Dream becomes a reality for Sisters family
Published 2:32 am Friday, September 23, 2005
SISTERS – When Robin Tawney, a 49-year-old single mom, steps through the door of her new Habitat for Humanity home next month, she’ll breathe a sigh of relief.
”If I didn’t have this, I would have moved out of Sisters,” she said. ”The cost of housing there is staggering,” she said.
Tawney, a manager at Garden of Eden gift shop in Sisters, and her daughter, Mikaela, who graduated from Sisters High School last spring, have spent the last two years living in a house with holes in the ceiling she could see the sky through. A woodstove is their source of heat.
It got so cold in her room, Tawney’s daughter spent the last two winters sleeping in the living room, her mother said.
But a roof over her head is worth the $600 per month she spends on the place, she said.
”I have mixed emotions. At least I had a place to rent, but I wouldn’t want anybody to have to live there,” she said.

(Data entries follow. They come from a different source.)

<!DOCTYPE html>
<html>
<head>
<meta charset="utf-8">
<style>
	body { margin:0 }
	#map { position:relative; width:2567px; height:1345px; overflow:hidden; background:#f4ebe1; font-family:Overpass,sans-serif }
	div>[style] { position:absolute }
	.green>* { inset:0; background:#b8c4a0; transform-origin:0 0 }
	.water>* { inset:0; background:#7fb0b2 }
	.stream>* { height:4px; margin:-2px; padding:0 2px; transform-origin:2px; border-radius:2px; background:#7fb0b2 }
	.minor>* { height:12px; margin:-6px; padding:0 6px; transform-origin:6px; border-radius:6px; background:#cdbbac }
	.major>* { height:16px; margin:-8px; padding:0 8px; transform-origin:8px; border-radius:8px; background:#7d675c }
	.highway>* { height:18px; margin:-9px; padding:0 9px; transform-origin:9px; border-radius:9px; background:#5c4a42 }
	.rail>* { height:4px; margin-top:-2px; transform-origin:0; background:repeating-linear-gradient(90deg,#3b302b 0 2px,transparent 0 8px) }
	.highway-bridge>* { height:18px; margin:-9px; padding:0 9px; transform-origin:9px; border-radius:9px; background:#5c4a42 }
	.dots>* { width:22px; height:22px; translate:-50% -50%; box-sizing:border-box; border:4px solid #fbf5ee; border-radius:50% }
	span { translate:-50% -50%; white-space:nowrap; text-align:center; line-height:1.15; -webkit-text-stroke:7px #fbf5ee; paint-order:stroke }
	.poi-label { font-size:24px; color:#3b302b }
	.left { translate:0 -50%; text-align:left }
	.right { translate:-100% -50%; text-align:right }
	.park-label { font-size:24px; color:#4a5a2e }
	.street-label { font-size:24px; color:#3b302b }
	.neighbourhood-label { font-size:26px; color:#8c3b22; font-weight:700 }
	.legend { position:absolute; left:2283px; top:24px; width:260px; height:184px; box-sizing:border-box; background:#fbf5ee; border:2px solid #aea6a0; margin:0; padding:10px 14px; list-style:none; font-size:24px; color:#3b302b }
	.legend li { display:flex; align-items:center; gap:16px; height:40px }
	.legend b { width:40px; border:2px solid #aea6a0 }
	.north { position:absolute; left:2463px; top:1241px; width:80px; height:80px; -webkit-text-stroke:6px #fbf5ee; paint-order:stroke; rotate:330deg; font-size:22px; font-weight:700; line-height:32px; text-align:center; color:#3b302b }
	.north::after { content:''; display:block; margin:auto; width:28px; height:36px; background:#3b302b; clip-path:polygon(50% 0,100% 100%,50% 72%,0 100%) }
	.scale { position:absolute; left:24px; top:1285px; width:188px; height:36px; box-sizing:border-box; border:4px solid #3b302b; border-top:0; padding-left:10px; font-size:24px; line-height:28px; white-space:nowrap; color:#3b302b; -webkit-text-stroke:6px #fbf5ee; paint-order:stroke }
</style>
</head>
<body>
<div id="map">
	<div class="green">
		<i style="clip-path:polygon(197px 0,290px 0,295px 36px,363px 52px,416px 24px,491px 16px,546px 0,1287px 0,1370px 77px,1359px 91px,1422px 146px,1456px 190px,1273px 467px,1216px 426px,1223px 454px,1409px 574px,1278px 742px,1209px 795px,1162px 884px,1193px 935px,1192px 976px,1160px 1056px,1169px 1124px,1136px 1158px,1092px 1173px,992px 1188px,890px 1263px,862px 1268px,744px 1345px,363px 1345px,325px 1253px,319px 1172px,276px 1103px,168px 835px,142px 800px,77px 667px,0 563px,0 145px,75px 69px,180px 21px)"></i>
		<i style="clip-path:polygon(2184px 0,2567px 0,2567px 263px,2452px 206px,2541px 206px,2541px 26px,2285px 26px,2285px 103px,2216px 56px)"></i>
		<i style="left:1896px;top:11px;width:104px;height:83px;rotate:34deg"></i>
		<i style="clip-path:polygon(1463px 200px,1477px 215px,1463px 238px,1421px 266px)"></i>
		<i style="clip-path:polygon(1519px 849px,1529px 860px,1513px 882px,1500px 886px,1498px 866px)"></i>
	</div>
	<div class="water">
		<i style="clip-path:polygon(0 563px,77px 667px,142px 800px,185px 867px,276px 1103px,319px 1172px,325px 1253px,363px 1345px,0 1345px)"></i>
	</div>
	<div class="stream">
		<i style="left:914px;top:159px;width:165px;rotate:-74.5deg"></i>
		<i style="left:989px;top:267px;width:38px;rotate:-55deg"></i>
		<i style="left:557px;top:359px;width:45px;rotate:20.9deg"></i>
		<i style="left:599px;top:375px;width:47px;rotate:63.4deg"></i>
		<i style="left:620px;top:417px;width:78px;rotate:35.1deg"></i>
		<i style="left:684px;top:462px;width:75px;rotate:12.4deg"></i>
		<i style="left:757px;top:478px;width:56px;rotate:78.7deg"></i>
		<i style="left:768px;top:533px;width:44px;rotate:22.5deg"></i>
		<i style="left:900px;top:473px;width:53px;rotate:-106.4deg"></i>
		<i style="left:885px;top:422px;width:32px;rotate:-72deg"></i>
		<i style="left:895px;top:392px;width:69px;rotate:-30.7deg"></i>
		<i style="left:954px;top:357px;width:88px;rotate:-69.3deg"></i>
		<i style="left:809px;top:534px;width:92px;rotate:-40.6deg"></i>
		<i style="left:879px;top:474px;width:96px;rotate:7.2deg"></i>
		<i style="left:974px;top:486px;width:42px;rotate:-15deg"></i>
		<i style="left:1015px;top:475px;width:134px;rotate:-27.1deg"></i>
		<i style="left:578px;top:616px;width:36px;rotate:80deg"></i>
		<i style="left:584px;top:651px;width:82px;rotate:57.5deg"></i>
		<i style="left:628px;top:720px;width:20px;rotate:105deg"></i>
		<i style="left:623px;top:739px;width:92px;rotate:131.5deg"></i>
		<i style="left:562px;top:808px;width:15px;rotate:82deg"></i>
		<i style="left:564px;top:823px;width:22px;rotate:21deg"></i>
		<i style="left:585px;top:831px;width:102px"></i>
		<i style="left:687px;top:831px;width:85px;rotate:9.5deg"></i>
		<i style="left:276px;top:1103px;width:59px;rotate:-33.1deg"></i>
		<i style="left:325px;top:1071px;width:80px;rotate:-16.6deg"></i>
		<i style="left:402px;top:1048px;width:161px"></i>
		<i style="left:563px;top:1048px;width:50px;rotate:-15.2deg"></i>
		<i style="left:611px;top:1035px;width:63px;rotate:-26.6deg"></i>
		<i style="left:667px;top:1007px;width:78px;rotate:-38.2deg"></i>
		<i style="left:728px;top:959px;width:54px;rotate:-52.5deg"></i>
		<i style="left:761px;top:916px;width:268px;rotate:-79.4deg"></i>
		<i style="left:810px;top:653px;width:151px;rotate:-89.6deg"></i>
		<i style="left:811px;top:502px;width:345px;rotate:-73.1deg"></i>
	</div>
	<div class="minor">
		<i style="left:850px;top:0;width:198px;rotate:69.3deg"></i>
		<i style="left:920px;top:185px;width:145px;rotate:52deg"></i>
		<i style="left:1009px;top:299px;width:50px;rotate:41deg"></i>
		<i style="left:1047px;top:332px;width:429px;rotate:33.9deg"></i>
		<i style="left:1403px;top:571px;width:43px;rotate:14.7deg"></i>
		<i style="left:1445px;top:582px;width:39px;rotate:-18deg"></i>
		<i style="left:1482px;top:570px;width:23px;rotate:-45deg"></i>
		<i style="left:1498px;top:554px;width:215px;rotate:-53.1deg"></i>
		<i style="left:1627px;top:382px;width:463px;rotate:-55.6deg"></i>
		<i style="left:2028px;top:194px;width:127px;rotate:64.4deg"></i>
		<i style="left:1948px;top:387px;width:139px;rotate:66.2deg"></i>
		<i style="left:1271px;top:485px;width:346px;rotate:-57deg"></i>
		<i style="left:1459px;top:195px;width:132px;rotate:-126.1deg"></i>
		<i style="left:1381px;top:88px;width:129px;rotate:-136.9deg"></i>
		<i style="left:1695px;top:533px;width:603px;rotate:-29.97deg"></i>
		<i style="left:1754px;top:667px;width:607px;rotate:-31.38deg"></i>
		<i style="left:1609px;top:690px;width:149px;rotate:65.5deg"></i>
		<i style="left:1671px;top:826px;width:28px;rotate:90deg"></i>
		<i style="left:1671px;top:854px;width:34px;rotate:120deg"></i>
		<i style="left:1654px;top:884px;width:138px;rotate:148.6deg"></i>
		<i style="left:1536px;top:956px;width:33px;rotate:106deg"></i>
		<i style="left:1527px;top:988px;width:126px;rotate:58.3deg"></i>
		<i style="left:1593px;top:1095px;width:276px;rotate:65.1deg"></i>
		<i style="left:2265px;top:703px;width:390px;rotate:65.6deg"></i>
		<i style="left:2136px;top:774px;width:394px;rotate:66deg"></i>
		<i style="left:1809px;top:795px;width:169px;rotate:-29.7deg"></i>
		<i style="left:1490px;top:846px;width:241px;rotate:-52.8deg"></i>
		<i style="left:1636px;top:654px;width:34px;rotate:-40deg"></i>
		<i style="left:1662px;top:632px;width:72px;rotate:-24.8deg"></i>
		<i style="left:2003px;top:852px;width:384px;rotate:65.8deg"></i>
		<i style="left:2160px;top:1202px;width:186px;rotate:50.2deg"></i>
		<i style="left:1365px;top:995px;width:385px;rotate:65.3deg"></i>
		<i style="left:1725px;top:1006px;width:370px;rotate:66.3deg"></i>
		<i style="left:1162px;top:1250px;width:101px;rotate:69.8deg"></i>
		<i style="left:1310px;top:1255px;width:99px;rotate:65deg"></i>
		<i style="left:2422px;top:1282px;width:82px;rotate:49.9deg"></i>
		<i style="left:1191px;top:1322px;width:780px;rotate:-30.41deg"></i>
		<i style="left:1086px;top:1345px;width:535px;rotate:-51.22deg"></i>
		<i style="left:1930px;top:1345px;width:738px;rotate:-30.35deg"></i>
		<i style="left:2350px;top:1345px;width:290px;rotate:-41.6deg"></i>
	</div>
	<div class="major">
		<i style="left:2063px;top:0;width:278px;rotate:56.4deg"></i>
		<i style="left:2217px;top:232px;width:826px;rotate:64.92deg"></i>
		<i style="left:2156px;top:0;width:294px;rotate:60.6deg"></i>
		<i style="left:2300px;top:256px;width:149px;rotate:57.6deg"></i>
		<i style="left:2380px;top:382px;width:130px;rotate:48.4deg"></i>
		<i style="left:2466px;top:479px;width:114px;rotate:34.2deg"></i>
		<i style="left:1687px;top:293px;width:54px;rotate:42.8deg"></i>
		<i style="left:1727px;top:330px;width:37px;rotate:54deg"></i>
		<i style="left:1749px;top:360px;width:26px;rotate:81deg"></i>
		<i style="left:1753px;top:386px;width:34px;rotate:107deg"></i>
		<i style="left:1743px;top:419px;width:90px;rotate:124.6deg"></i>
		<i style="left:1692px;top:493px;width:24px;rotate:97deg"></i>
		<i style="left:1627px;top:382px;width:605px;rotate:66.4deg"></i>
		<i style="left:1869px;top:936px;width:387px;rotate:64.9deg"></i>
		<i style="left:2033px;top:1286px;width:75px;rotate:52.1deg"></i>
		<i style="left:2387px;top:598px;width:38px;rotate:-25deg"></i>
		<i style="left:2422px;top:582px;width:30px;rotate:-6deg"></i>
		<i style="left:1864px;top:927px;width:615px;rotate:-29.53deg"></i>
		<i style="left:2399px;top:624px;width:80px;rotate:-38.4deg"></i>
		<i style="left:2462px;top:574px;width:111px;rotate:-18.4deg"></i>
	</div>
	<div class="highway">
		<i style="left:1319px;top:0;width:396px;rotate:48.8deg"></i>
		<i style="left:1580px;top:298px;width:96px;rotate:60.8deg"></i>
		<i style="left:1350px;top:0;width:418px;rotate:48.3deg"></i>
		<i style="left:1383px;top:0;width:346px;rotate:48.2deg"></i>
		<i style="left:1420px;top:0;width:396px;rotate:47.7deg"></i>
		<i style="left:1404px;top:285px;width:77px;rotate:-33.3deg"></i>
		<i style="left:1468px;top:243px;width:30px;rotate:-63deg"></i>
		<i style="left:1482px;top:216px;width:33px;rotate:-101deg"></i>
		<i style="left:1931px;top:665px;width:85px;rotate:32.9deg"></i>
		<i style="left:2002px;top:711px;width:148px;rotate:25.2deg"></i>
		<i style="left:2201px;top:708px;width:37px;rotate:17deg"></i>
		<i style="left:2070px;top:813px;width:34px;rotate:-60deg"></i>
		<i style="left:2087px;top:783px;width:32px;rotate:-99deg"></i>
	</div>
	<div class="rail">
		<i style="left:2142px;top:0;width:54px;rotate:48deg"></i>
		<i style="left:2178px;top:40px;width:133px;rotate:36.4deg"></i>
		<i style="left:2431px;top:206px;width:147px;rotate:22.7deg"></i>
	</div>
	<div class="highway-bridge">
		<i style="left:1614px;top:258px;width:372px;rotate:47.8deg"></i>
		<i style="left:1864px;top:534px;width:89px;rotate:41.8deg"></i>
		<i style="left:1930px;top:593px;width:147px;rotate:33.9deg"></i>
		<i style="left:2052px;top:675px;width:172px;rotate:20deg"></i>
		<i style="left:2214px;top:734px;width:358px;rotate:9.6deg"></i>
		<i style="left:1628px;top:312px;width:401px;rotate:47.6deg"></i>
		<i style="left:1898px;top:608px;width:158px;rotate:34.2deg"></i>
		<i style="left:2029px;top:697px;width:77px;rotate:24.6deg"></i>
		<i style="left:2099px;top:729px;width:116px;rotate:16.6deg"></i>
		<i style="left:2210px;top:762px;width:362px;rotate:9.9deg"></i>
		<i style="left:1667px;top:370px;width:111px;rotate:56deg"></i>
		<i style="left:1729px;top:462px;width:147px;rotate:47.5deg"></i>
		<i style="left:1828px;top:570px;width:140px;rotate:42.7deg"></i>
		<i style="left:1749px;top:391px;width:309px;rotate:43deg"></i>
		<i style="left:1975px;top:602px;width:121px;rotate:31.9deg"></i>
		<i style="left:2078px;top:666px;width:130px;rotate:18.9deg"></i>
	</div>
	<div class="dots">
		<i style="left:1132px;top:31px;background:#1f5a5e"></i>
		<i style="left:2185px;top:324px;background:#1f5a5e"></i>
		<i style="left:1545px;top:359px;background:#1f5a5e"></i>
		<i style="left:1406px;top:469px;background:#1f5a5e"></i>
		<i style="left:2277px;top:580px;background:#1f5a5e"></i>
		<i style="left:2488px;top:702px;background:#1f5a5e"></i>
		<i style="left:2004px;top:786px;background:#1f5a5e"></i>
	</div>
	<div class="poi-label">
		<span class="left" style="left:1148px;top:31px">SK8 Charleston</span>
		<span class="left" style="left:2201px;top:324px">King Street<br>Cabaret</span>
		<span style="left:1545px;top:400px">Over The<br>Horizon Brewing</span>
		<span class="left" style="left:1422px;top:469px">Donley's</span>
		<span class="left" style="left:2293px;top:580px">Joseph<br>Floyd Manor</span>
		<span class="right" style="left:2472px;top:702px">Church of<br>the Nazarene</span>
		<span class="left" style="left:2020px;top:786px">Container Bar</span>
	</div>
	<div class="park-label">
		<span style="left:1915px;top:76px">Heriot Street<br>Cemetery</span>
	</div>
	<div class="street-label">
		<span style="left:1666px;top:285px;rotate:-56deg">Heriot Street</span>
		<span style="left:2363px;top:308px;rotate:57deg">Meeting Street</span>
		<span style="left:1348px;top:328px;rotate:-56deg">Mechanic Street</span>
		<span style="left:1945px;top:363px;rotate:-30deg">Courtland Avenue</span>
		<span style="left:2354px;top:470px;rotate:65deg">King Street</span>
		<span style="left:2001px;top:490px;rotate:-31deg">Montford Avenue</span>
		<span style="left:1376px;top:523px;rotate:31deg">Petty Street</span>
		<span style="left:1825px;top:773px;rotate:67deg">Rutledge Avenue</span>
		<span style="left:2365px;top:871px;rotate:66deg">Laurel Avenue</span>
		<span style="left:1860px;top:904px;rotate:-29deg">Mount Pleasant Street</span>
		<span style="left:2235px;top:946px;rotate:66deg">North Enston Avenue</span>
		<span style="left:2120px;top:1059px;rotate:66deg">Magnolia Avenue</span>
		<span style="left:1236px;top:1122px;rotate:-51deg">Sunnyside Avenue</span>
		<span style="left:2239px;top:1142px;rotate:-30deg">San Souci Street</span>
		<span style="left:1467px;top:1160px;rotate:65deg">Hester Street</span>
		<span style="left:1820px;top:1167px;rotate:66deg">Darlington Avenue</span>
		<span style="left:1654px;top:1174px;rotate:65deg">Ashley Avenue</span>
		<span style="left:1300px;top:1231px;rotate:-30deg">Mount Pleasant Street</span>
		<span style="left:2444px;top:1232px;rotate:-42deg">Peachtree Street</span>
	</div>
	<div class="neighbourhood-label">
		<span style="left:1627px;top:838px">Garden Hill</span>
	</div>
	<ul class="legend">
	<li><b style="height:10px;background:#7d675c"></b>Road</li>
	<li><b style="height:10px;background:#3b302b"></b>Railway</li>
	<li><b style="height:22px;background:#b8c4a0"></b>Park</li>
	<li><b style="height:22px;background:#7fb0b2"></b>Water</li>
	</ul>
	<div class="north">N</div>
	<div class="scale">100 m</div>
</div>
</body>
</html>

Now, after hundreds of hours of volunteer work, her own home is a reality.
To be considered for a Habitat home, a family must earn less than 60 percent of the median income in Deschutes County, said Sharlene Weed, executive director of Sisters Habitat for Humanity.
As of January, the median income for a family of four in Deschutes County was $57,800, according to U.S. Housing and Urban Development numbers. That means a family of four must earn less than $34,680 to qualify for Habitat housing.
According to the Sisters comprehensive plan, approximately 32 percent of Sisters households live in housing that isn’t affordable to their income. The plan also states that a high percentage of people believe their homes are in poor condition.
Tawney said Sisters residents know the need exists for decent low-income housing, but many think it’s not their problem.
”It’s like we are invisible,” she said. ”We are the ones that wait on them, take their orders, but it never occurs to them that we have to live somewhere.”
According to census data, many low-income families are moving away from Sisters. Some of that is due to housing costs and low-paying jobs, said Cyndy Cook, executive director of Central Oregon Regional Housing Authority.
But Tawney thinks a part of it might be a frosty attitude toward low-income families.
Tawney said a neighbor recently told her if there wasn’t enough housing in Sisters for poor families, that they should all just move to Redmond. Then the city could bus them in to work, like they do at Black Butte Ranch.
”I was just amazed that people would think that, let alone say it out loud,” she said.
But the majority of people in Sisters don’t give her the cold shoulder, she said.
Her experience with Habitat has shown her how wonderful and giving many Sisters residents are.
”It has been such a blessing,” she said. ”You become part of this amazing huge family.”